Due to issues regarding my visa, I at one time thought I might have to spend some time in the country, so I actually left Cotonou and went away for the weekend. I went to what my lonely planet describes as "rightly Benin’s most famous tourist attraction" though judging from the number of visitors it got, it ain't that famous. It is a little village called Ganvie, famous because it's built on a lake. Basically a whole lot of huts on bamboo stilts coming out of the water. Of course, it wasn't as completely beautiful as one might picture, as consistent with West African style the number of thatched roofs were outnumbered by rusted corrugated iron ones. But it did have its charms.
Getting around the village is completely by pirogues (long, slender, dugout canoes type things). And actually getting to the village from the mainland through the fishing areas we put up a makeshift sail.
I got the pick of the rooms at the hotel as no-one else stayed there whilst I was there. So for two days I just chilled. Nearby you could see the creatively named "floating market" with a bunch on ladies and their boats congregating whilst villagers paddled up to them and bought their wares. Also nearby was the local water filling station where mostly kids came with boats and empty pots. Incidentally most kids when they say me waved, then said yovo, then put out their hand to ask for something. I don't know how that culture got started.

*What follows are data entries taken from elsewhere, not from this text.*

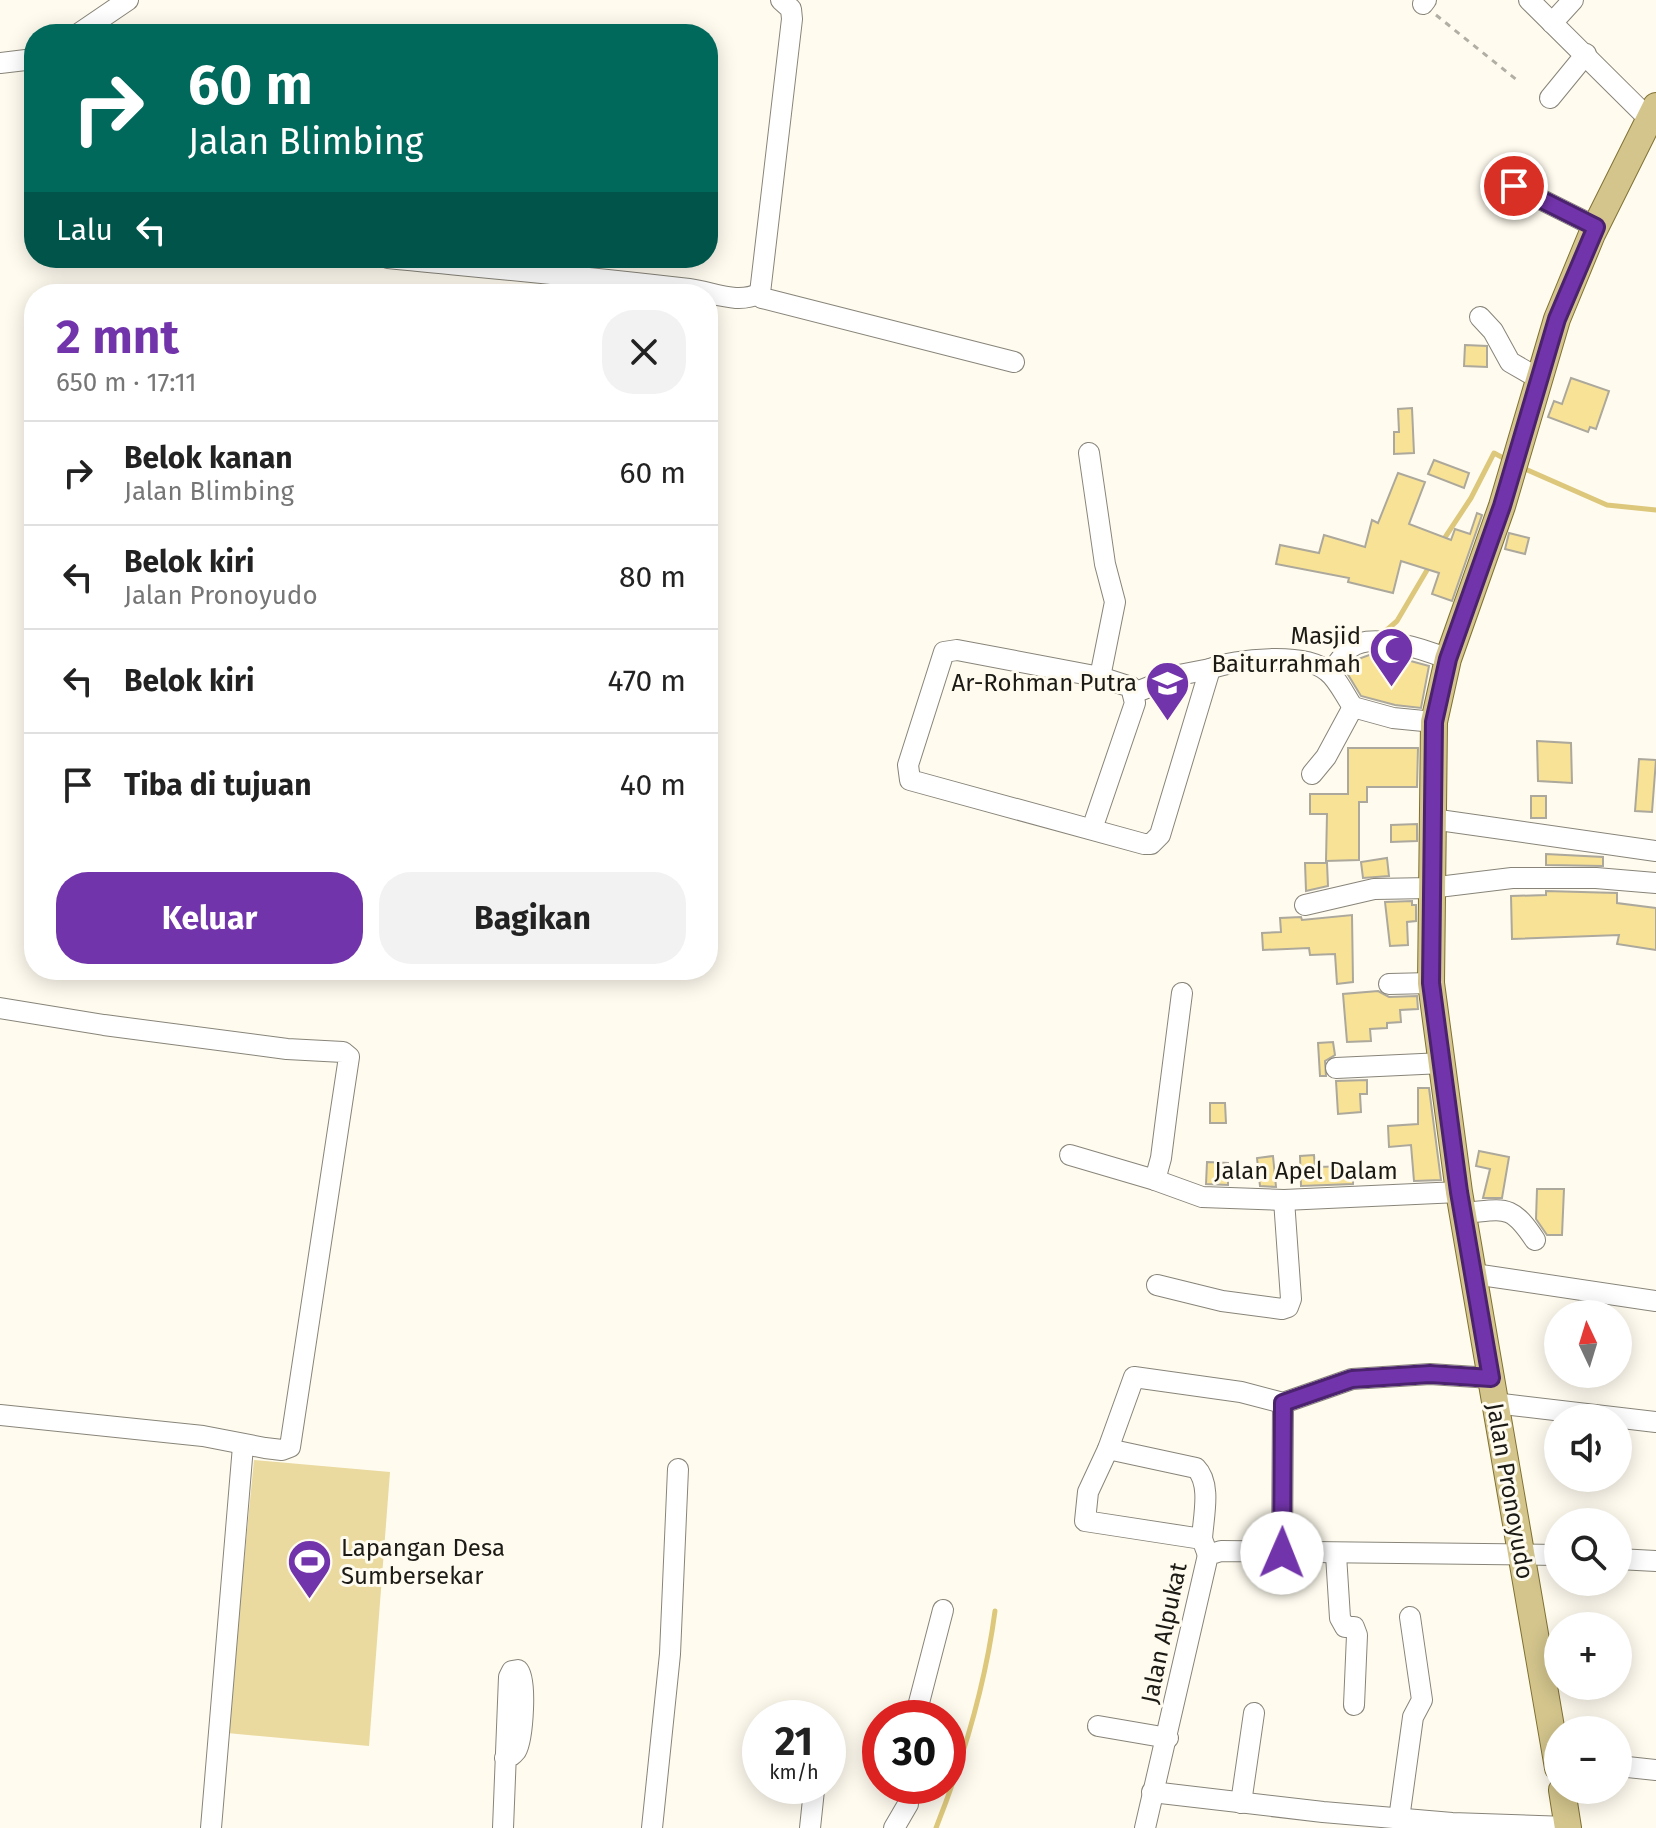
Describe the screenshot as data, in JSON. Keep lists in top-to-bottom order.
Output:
{
  "streets": {
    "main road": ["Jalan Pronoyudo"],
    "street": ["Jalan Apel Dalam", "Jalan Alpukat"]
  },
  "crossings": [
    ["Jalan Apel Dalam", "Jalan Pronoyudo"],
    ["Jalan Pronoyudo", "Jalan Alpukat"]
  ],
  "places": {
    "mosque": ["Masjid Baiturrahmah"],
    "school or university": ["Ar-Rohman Putra"],
    "sports": ["Lapangan Desa Sumbersekar"]
  },
  "north": "top",
  "page": {
    "turn": ["60 m", "Jalan Blimbing"],
    "then": "Lalu",
    "heading": ["2 mnt", "650 m · 17:11"],
    "list": [
      {
        "name": "Belok kanan",
        "note": "Jalan Blimbing",
        "value": "60 m"
      },
      {
        "name": "Belok kiri",
        "note": "Jalan Pronoyudo",
        "value": "80 m"
      },
      {
        "name": "Belok kiri",
        "value": "470 m"
      },
      {
        "name": "Tiba di tujuan",
        "value": "40 m"
      }
    ],
    "buttons": ["Keluar", "Bagikan"],
    "map_buttons": ["+", "−"],
    "speed": "21 km/h",
    "limit": "30"
  }
}
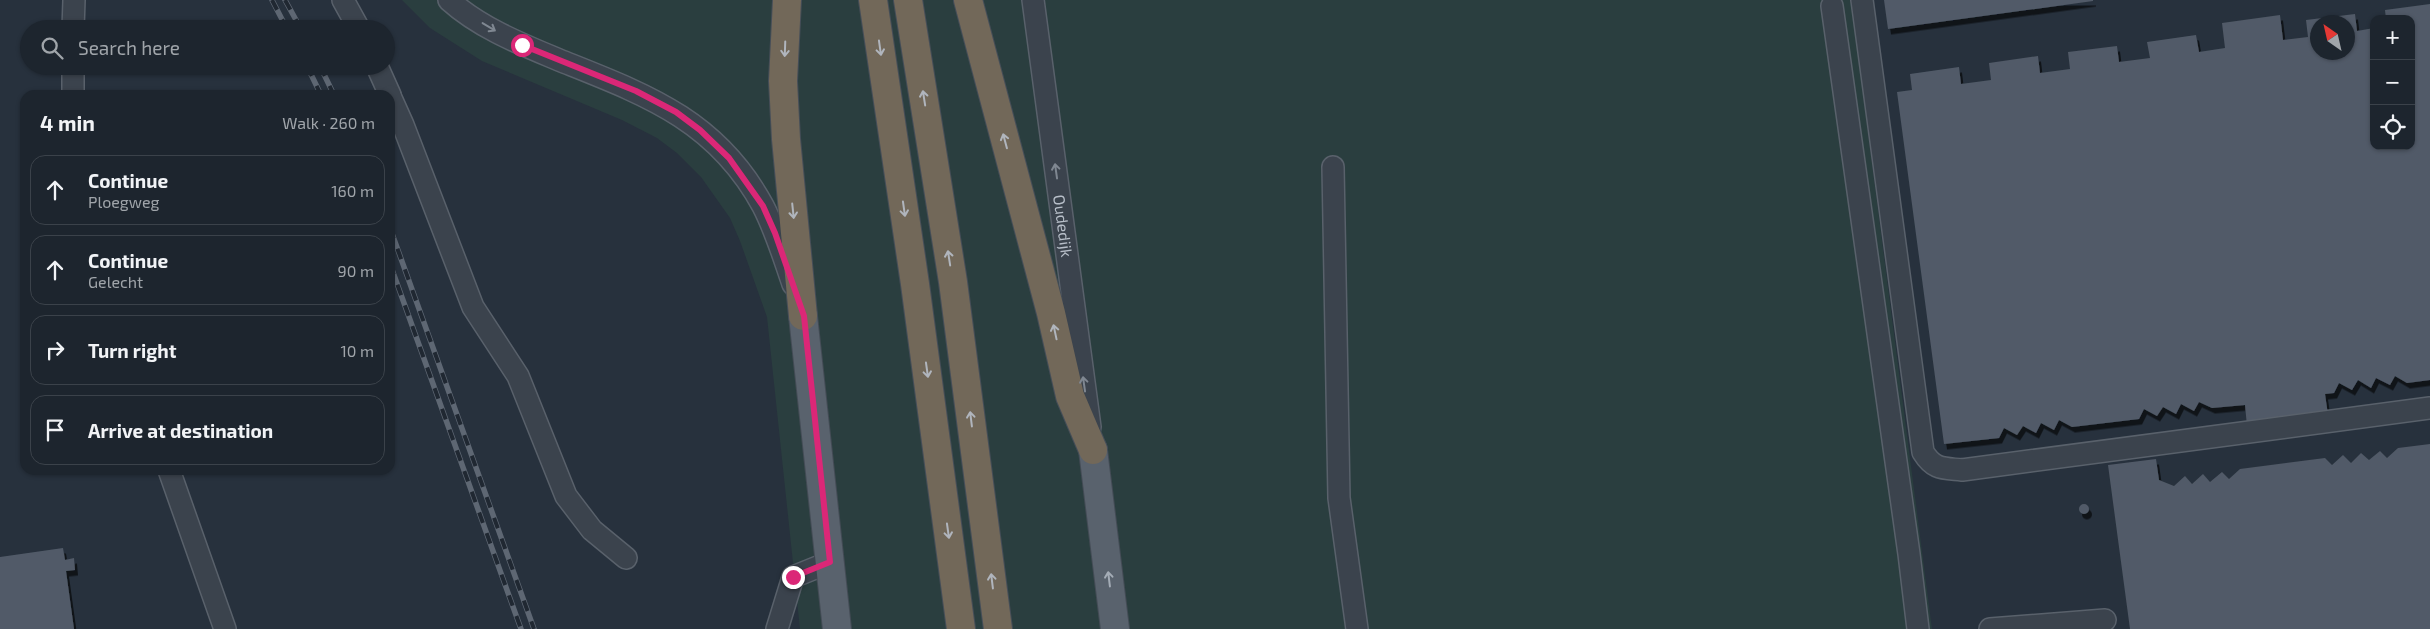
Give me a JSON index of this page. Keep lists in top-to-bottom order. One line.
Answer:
{"streets":{"street":["Oudedijk"]},"one_way":["Oudedijk"],"north":"top left","page":{"map_buttons":["+","−"],"search":"Search here","heading":["4 min","Walk · 260 m"],"list":[["Continue","Ploegweg","160 m"],["Continue","Gelecht","90 m"],["Turn right","10 m"],"Arrive at destination"]}}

I got arranged to be guided around on a boat one day, a bit like Venice (but so, so, so much cheaper) with a guy pushing us along with a pole. All I needed was cushioned seat and a girl to put my arm around. I even got lucky, as we stumbled across a kind of ceremony on the water, which turned out to be a burial. Each family group seemed to occupy one boat and most of the bigger boats had loudspeakers for the singers, whilst everyone else was drumming on whatever they could lay their hands on and of course singing and dancing. It was a real party-like atmosphere.

Later that day I also got lucky as it was time for a local soccer match in their stadium (built on a low lying island) between their village and some visitors. Luckily the locals won, as even so it got a bit ugly at the end (people running because of some rowdy fans wielding sticks). I'd hate to have seen what would have happened if they’d lost.
They cringe-worthy factor of tourism was really reaffirmed for me here. Whilst I was silently reflecting at the hotel, a handful of boats would come up occasionally carrying day-tripping sight seers. Normally they would come with cameras glued to their faces, the cameras themselves often bigger than their heads. I hope I never look like them.
Just before I left I got treated again as some Togolese and I think French guests came to the hotel for a meeting about the village development. For hours they (and therefore I) were entertained by dancers, singers and drummers. But all in all it was a relaxing weekend away. In fact, if I'd been with a few friends and added to the mix a few drinks and laughs, it would really have been fantastic.